What you should do: Check each line of the listing for the word "speed" and report how many lines contain it, giving nothing but the number.

Material supplied:
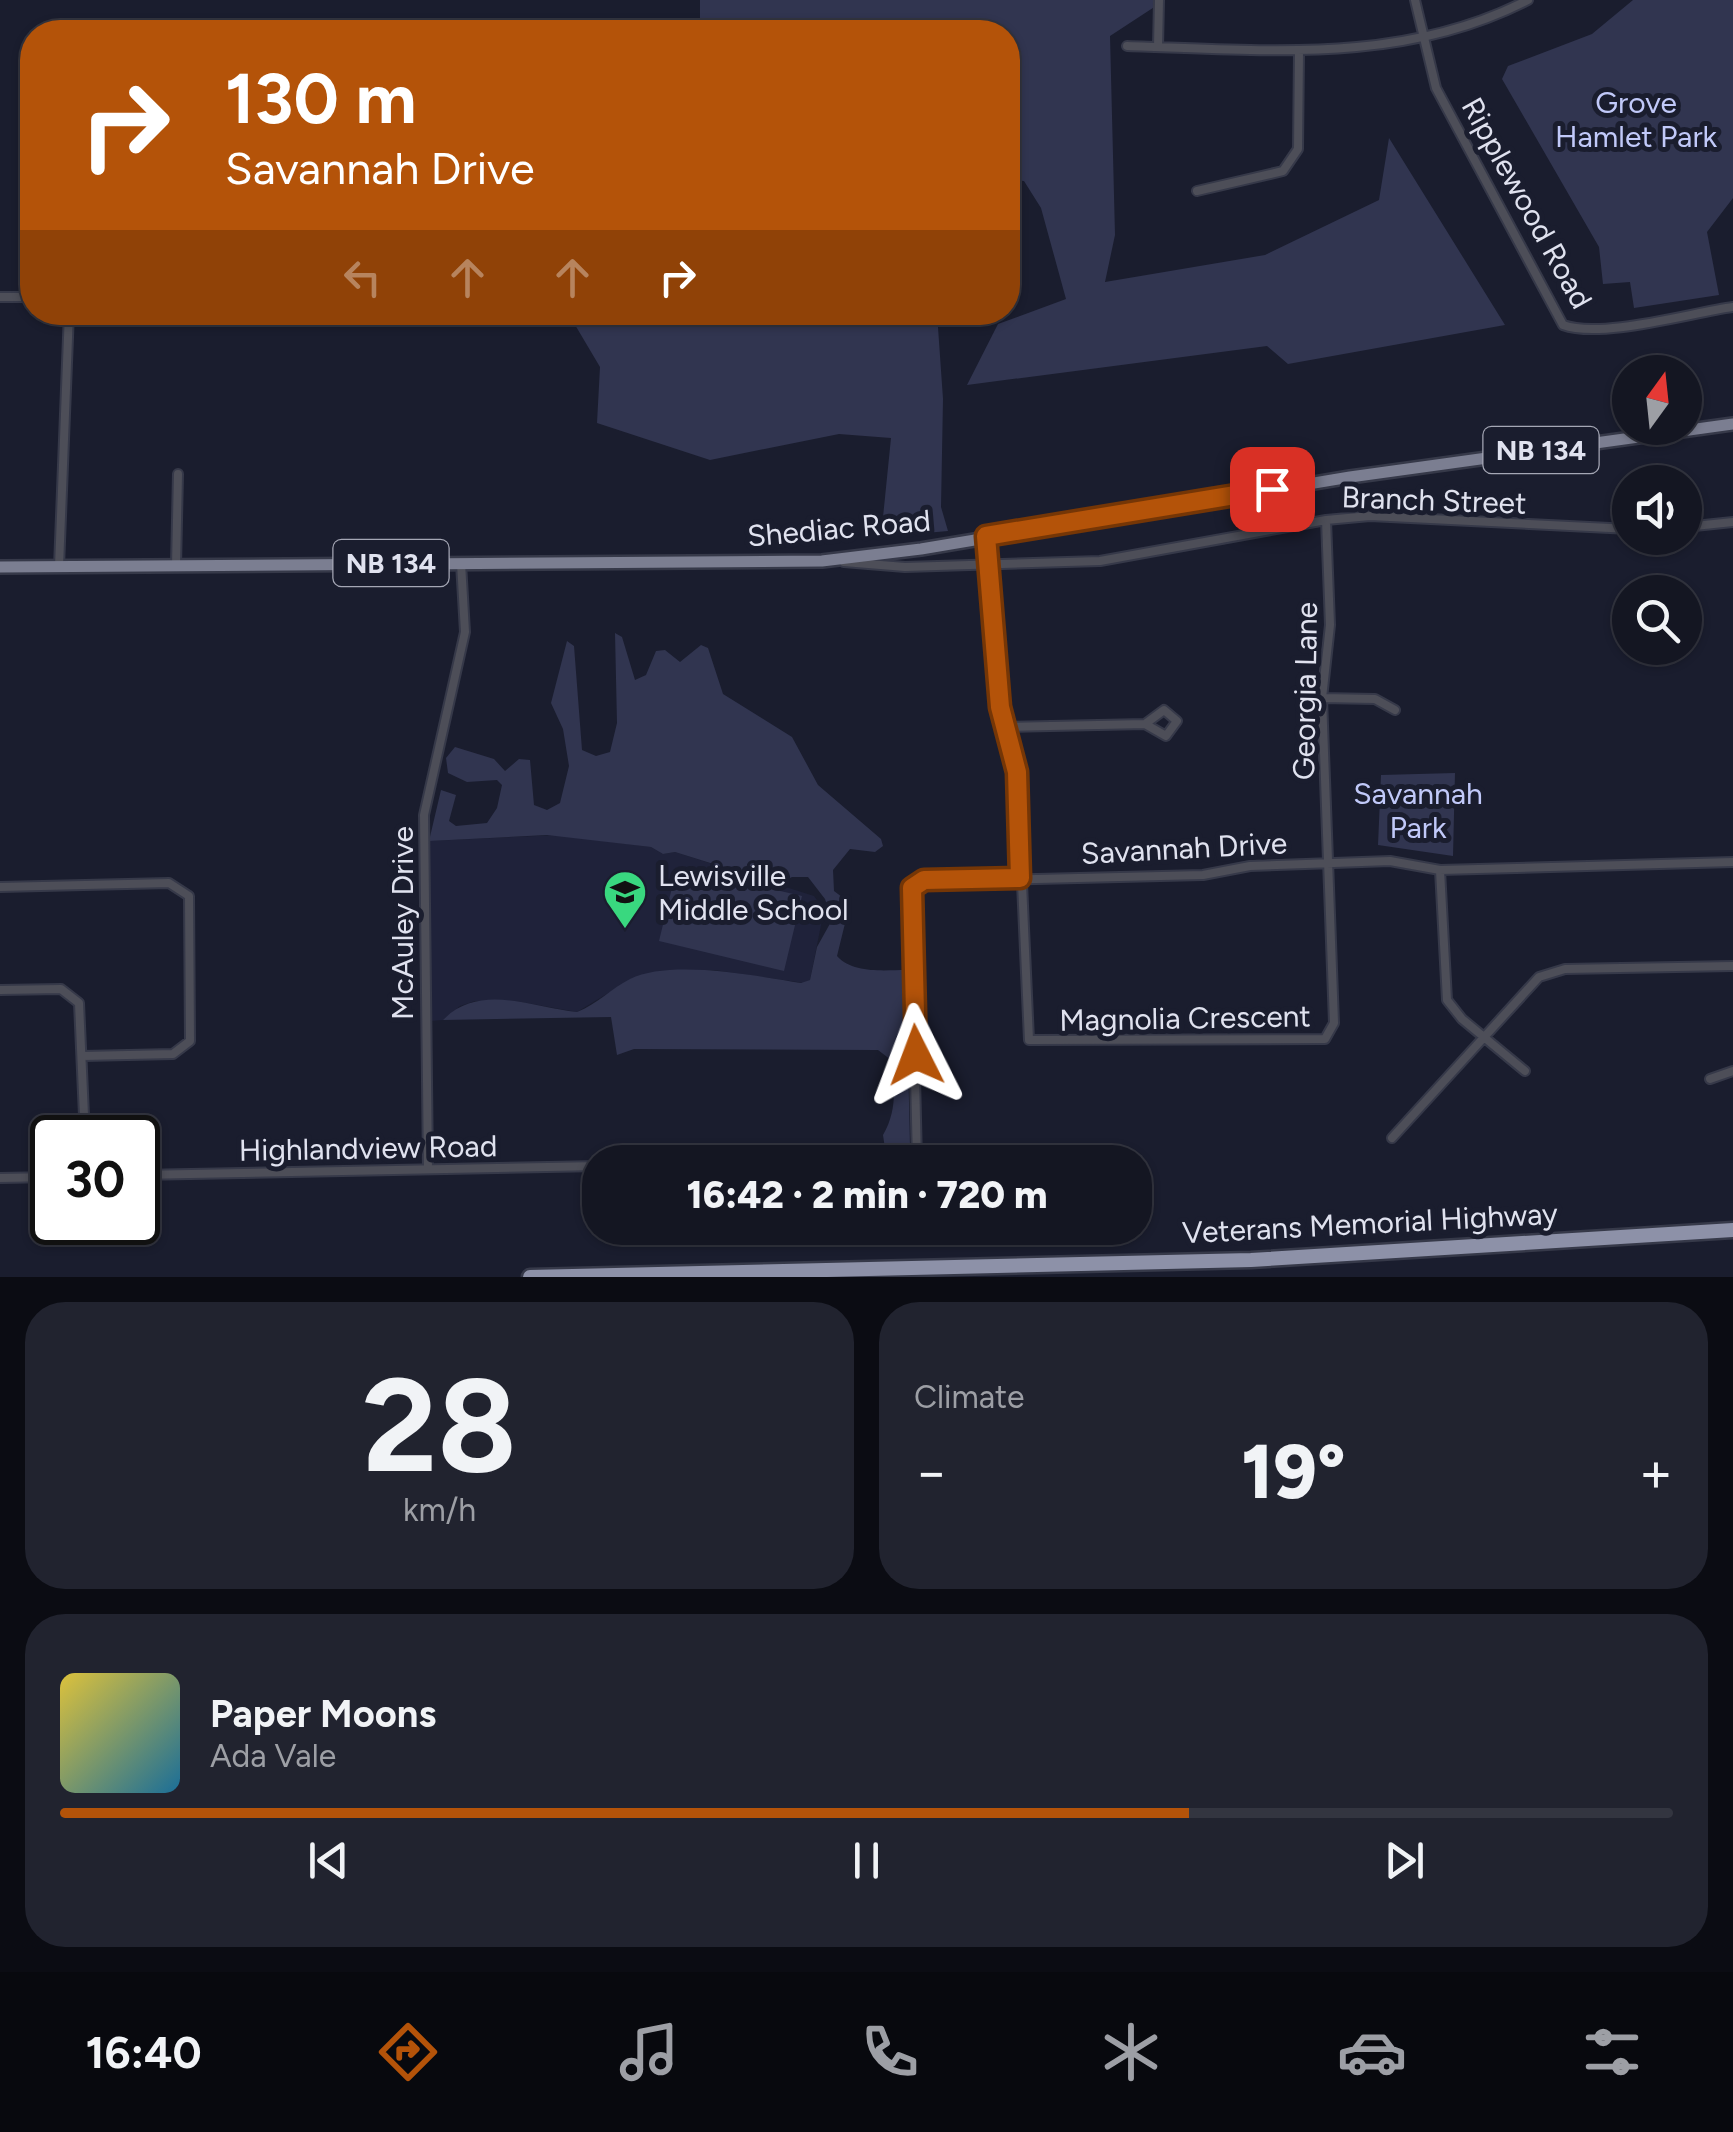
<!DOCTYPE html>
<html lang="en">
<head>
<meta charset="utf-8">
<style>
  :root { --surface:#141622; --page:#21232f; --text:#f1f3f6; --muted:#9d9fa5; --line:#333540; --accent:#b45309 }
  body { margin:0; font-family:Figtree,sans-serif; background:var(--page); color:var(--text); height:100vh; display:flex; flex-direction:column; font-size:38px; white-space:nowrap }
  * { box-sizing:border-box; margin:0 }
  p { font-size:32px; color:var(--muted) }
  .icon { flex:none; width:55px; height:55px; fill:none; stroke:currentColor; stroke-width:2; stroke-linecap:round; stroke-linejoin:round }
  .map { position:relative; height:1277px; overflow:hidden }
  .panel { display:flex; flex-direction:column; gap:25px; padding:25px; background:#0b0c13; flex:1 }
  .panel>* { flex:none }
  .top-card { position:absolute; left:20px; top:20px; width:1000px; height:305px; border-radius:40px; box-shadow:0 2px 8px #0004,0 0 0 2px var(--line); background:#b45309; color:#fff; overflow:hidden }
  .needle { width:65px; rotate:15deg }
  .controls { position:absolute; left:1612px; top:355px; display:grid; gap:20px }
  .controls a { display:grid; place-items:center; width:90px; height:90px; border-radius:50%; background:var(--surface); box-shadow:0 2px 8px #0004,0 0 0 2px var(--line); font-size:50px }
  .speed { position:absolute; left:30px; top:1115px; display:flex; gap:20px; font-size:50px; font-weight:700; text-align:center }
  .speed>* { display:grid; place-content:center; width:130px; height:130px; border-radius:50%; background:var(--surface); box-shadow:0 2px 8px #0004,0 0 0 2px var(--line); line-height:1 }
  .speed .limit { border:5px solid #111; border-radius:15px; background:#fff; color:#111 }
  .pin { position:absolute; display:grid; place-items:center; width:85px; height:85px; color:#fff; margin:-42px; border-radius:20px; box-shadow:0 5px 15px #0006 }
  .me { position:absolute; width:110px; margin:-55px; rotate:357deg; stroke-linejoin:round; filter:drop-shadow(0 0 8px #0008) }
  .turn { display:flex; align-items:center; gap:35px; height:210px; padding:0 40px; font-size:45px }
  .turn .icon { width:130px; height:130px; stroke-width:2.5 }
  .turn b { display:block; font-size:70px; line-height:85px }
  .lanes { display:flex; align-items:center; height:95px; padding:0 40px; background:#0003; justify-content:center; gap:50px; direction:ltr }
  .lanes .off { opacity:.35 }
  .big { font-size:75px; font-weight:800; line-height:1.1 }
  .panel .tile { flex:1; display:flex; flex-direction:column; justify-content:center; gap:15px; min-width:0; padding:0 35px; border-radius:40px; background:var(--page) }
  .panel .dial { align-items:center; gap:0 }
  .dial b { font-size:130px; line-height:1 }
  .song { display:flex; align-items:center; gap:30px }
  .cover { width:120px; height:120px; border-radius:15px; background:linear-gradient(135deg,hsl(50 70% 55%),hsl(200 70% 35%)) }
  .played { height:10px; border-radius:5px; background:linear-gradient(90deg,var(--accent) 70%,var(--line) 70%) }
  .keys { display:flex; justify-content:space-around; direction:ltr }
  .heat { display:flex; justify-content:space-between; align-items:center; font-size:55px; direction:ltr }
  .panel .tiles { flex:1; display:grid; gap:25px; grid-template-columns:1fr 1fr }
  .tile:last-child { grid-column:span 2 }
  .trip { position:absolute; left:582px; top:1145px; width:570px; height:100px; border-radius:40px; background:var(--surface); box-shadow:0 2px 8px #0004,0 0 0 2px var(--line); font-weight:800; line-height:100px; text-align:center }
  .dock { display:flex; height:160px; justify-content:space-around; align-items:center; background:#08090e; color:var(--muted) }
  .dock .icon { width:70px; height:70px }
  .dock .on { color:var(--accent) }
  .dock b { font-size:45px; color:var(--text) }
  .map>svg:first-child { display:block }
</style>
</head>
<body>
<div class="map">
<svg width="1733" height="1277" viewBox="0 0 1733 1277">
  <rect width="100%" height="100%" fill="#1a1d2e"/>
  <path fill="#1f223a" d="M558,835L651,847L663,854L675,852L814,896L824,910L810,980L804,983L714,970L647,975L633,978L577,1012L515,1001H475L460,1006L443,1020L431,1021L429,841Z"/>
  <path fill="#313550" d="M700,0H1165L1110,36L1115,235L1105,282L1265,255L1379,200L1389,138L1505,325L1288,364L1267,346L967,385L998,324L1066,299L1041,208L1024,181L1008,180V32H700Z
    M1633,0H1733V198L1707,232L1719,295L1634,308L1630,282L1603,284L1599,247L1502,79L1508,66L1592,34Z
    M568,313H937L943,399L941,507L948,531L881,537L891,438L839,434L710,460L597,423L600,367Z
    M615,633L622,637L635,680L646,675L656,651L665,650L680,662L701,645L708,648L723,694L792,737L818,785L881,839L883,846L875,852L850,849L833,870L834,891L850,903L837,956C853,974 884,970 906,970L910,1146L906,1154L886,1155L883,1135C897,1111 895,1087 891,1060L878,1050L634,1049L617,1055L611,1017L443,1020C480,982 533,1008 577,1012C597,1004 612,988 630,979C671,959 757,976 801,983L810,980L817,947L832,920L825,899L808,877H792L778,884L675,852L663,854L651,847L547,835L429,841L441,790L456,795L449,821L456,826L487,823L497,808L502,785L497,780L467,782L448,773L446,758L455,747L494,759L505,771L519,759L530,760L534,805L547,810L560,803L569,766L563,729L551,703L567,641L574,646L582,750L596,756L610,752L617,723Z
    M1455,773L1453,856L1378,845L1381,775Z
    M677,867L802,896L784,971L659,941Z"/>
  <g fill="none" stroke-linecap="round" stroke-linejoin="round">
    <g stroke="#363949" stroke-width="12">
      <path id="street" d="M1415,0L1436,88L1563,325C1601,339 1690,313 1733,307
        M1127,46C1265,50 1402,65 1528,0
        M1158,47L1159,0
        M1197,191L1283,171L1298,149L1299,52
        M0,297H32
        M1685,527L1733,522
        M986,536L992,566L999,707L1017,771L1029,1040L1325,1039L1334,1023L1322,698L1330,625L1326,520
        M844,562L905,567L1100,561L1326,520L1370,516L1630,529
        M176,566L178,474
        M59,567L69,312
        M1322,698L1375,699L1395,710
        M1007,727L1145,724L1166,736L1177,721L1164,710L1145,724
        M1440,870L1447,1000L1462,1019L1525,1071
        M0,887L169,883L189,896L190,1041L173,1054L83,1056
        M0,990L61,989L79,1003L85,1138
        M1710,1079L1733,1071
        M1392,1138L1539,977L1565,969L1733,966
        M917,1161L911,909L912,889L918,882L1203,875L1250,866L1390,861L1440,870L1733,862
        M801,1162L1126,1157
        M428,1169L424,815L465,632L461,563
        M138,1175L600,1166
        M0,1178L52,1177"/>
    </g>
    <g stroke="#363949" stroke-width="16">
      <path id="primary" d="M0,567L822,561L921,549L1350,477L1733,424"/>
    </g>
    <g stroke="#363949" stroke-width="19">
      <path id="highway" d="M530,1277L1251,1260L1733,1230"/>
    </g>
    <use href="#street" stroke="#4d4e58" stroke-width="8"/>
    <use href="#primary" stroke="#7b7e91" stroke-width="11"/>
    <use href="#highway" stroke="#8d91a8" stroke-width="14"/>
  </g>
  <g fill="none" stroke-linecap="round" stroke-linejoin="round">
    <g stroke="#753606" stroke-width="25">
      <path id="route" d="M916,1055L912,888L924,880L1020,878L1017,772L1000,707L986,536L1272,489"/>
    </g>
    <use href="#route" stroke="#b45309" stroke-width="18"/>
  </g>
  <defs>
    <g id="school-pin" transform="scale(2.25)"><path d="M0 17L-7.5 6A9.5 9.5 0 1 1 7.5 6Z" fill="#39d87f" stroke="#1a1d2e"/><path d="M0-5L7-2L0 1L-7-2ZM-4 1L0 2.5L4 1V4Q0 6-4 4Z" fill="#111"/></g>
  </defs>
  <g fill-rule="evenodd">
    <use href="#school-pin" x="625" y="892"/>
  </g>
  <g text-anchor="middle" dominant-baseline="central" stroke-width="10" stroke-linejoin="round" paint-order="stroke">
    <g fill="#1a1d2e" stroke="#a5a7b5" stroke-width="2.5">
      <rect x="1483.5" y="427" width="115" height="46" rx="8"/>
      <rect x="333.5" y="540" width="115" height="46" rx="8"/>
    </g>
    <g font-size="28" font-weight="bold" fill="#e0e2ef">
      <text x="1541" y="450">NB 134</text>
      <text x="391" y="563">NB 134</text>
    </g>
    <g font-size="30" fill="#c1c9f9" stroke="#1a1d2e">
      <text x="1636" y="102">Grove<tspan x="1636" dy="34">Hamlet Park</tspan></text>
      <text x="1418" y="793">Savannah<tspan x="1418" dy="34">Park</tspan></text>
    </g>
    <g font-size="30" fill="#e0e2ef" stroke="#1a1d2e">
      <text transform="translate(1527 203) rotate(61)">Ripplewood Road</text>
      <text transform="translate(1434 500) rotate(2)">Branch Street</text>
      <text transform="translate(839 528) rotate(-5)">Shediac Road</text>
      <text transform="translate(1305 691) rotate(-89)">Georgia Lane</text>
      <text transform="translate(1184 848) rotate(-3)">Savannah Drive</text>
      <text transform="translate(402 923) rotate(-90)">McAuley Drive</text>
      <text transform="translate(1185 1018) rotate(-1)">Magnolia Crescent</text>
      <text transform="translate(368 1148) rotate(-1)">Highlandview Road</text>
      <text transform="translate(1370 1223) rotate(-3)">Veterans Memorial Highway</text>
    </g>
    <g font-size="30" fill="#e0e2ef" stroke="#1a1d2e" text-anchor="start">
      <text x="658" y="875">Lewisville<tspan x="658" dy="34">Middle School</tspan></text>
    </g>
  </g>
</svg>
<div class="controls">
<a><svg class="needle" viewBox="-14 -14 28 28"><path d="M0-13l5 13h-10z" fill="#e53935"/><path d="M0 13l5-13h-10z" fill="#9d9fa5"/></svg></a>
<a><svg class="icon" aria-label="sound" viewBox="0 0 24 24"><path d="M4 9h4l5-4v14l-5-4H4zM17 9q2 3 0 6"/></svg></a>
<a><svg class="icon" aria-label="search" viewBox="0 0 24 24"><circle cx="10" cy="10" r="6"/><path d="M15 15l6 6"/></svg></a>
</div>
<div class="speed"><div class="limit">30</div></div>
<div class="pin" style="left:1272px;top:489px;background:#d93025"><svg class="icon" aria-label="arrive" viewBox="0 0 24 24"><path d="M6 21V4h12l-3 4 3 4H6"/></svg></div>
<svg class="me" style="left:916px;top:1055px" viewBox="-20 -20 40 40"><path d="M0-17L14 15 0 8-14 15z" fill="#b45309" stroke="#fff" stroke-width="4"/></svg>
<div class="trip">16:42 · 2 min · 720 m</div>
<div class="top-card">
<div class="turn"><svg class="icon" aria-label="right" viewBox="0 0 24 24"><path d="M7 20v-9h11M14 6l5 5-5 5"/></svg><div><b>130 m</b>Savannah Drive</div></div>
<div class="lanes"><svg class="icon off" aria-label="left" viewBox="0 0 24 24"><path d="M17 20v-9H6M10 6l-5 5 5 5"/></svg><svg class="icon off" aria-label="ahead" viewBox="0 0 24 24"><path d="M12 20V5M6 11l6-6 6 6"/></svg><svg class="icon off" aria-label="ahead" viewBox="0 0 24 24"><path d="M12 20V5M6 11l6-6 6 6"/></svg><svg class="icon" aria-label="right" viewBox="0 0 24 24"><path d="M7 20v-9h11M14 6l5 5-5 5"/></svg></div>
</div>
</div>
<section class="panel">
<div class="tiles">
<div class="tile dial"><b>28</b><p>km/h</p></div>
<div class="tile"><p>Climate</p>
<div class="heat"><a>−</a><b class="big">19°</b><a>+</a></div>
</div>
<div class="tile">
<div class="song"><i class="cover"></i><div><b>Paper Moons</b><p>Ada Vale</p></div></div>
<div class="played"></div>
<div class="keys"><svg class="icon" aria-label="previous" viewBox="0 0 24 24"><path d="M18 5L8 12l10 7zM5 5v14"/></svg><svg class="icon" aria-label="pause" viewBox="0 0 24 24"><path d="M8 5v14M16 5v14"/></svg><svg class="icon" aria-label="next" viewBox="0 0 24 24"><path d="M6 5l10 7-10 7zM19 5v14"/></svg></div>
</div>
</div>
</section>
<nav class="dock">
<b>16:40</b>
<svg class="icon on" aria-label="directions" viewBox="0 0 24 24"><path d="M12 3l9 9-9 9-9-9zM9 14v-3h6M13 9l2 2-2 2"/></svg>
<svg class="icon" aria-label="music" viewBox="0 0 24 24"><path d="M9 18V5l10-2v13"/><circle cx="6" cy="18" r="3"/><circle cx="16" cy="16" r="3"/></svg>
<svg class="icon" aria-label="phone" viewBox="0 0 24 24"><path d="M5 4h4l2 5-3 2q2 4 5 5l2-3 5 2v4C11 20 4 13 5 4z"/></svg>
<svg class="icon" aria-label="climate" viewBox="0 0 24 24"><path d="M12 3v18M4 7l16 10M4 17L20 7"/></svg>
<svg class="icon" aria-label="car" viewBox="0 0 24 24"><path d="M5 17H2v-5l4-1 3-4h7l3 4 3 1v5h-3M9 17h6M6 11h13"/><circle cx="7" cy="17" r="2"/><circle cx="17" cy="17" r="2"/></svg>
<svg class="icon" aria-label="filters" viewBox="0 0 24 24"><path d="M4 7h16M4 17h16"/><circle cx="9" cy="7" r="2"/><circle cx="15" cy="17" r="2"/></svg>
</nav>
</body>
</html>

Finished task: 4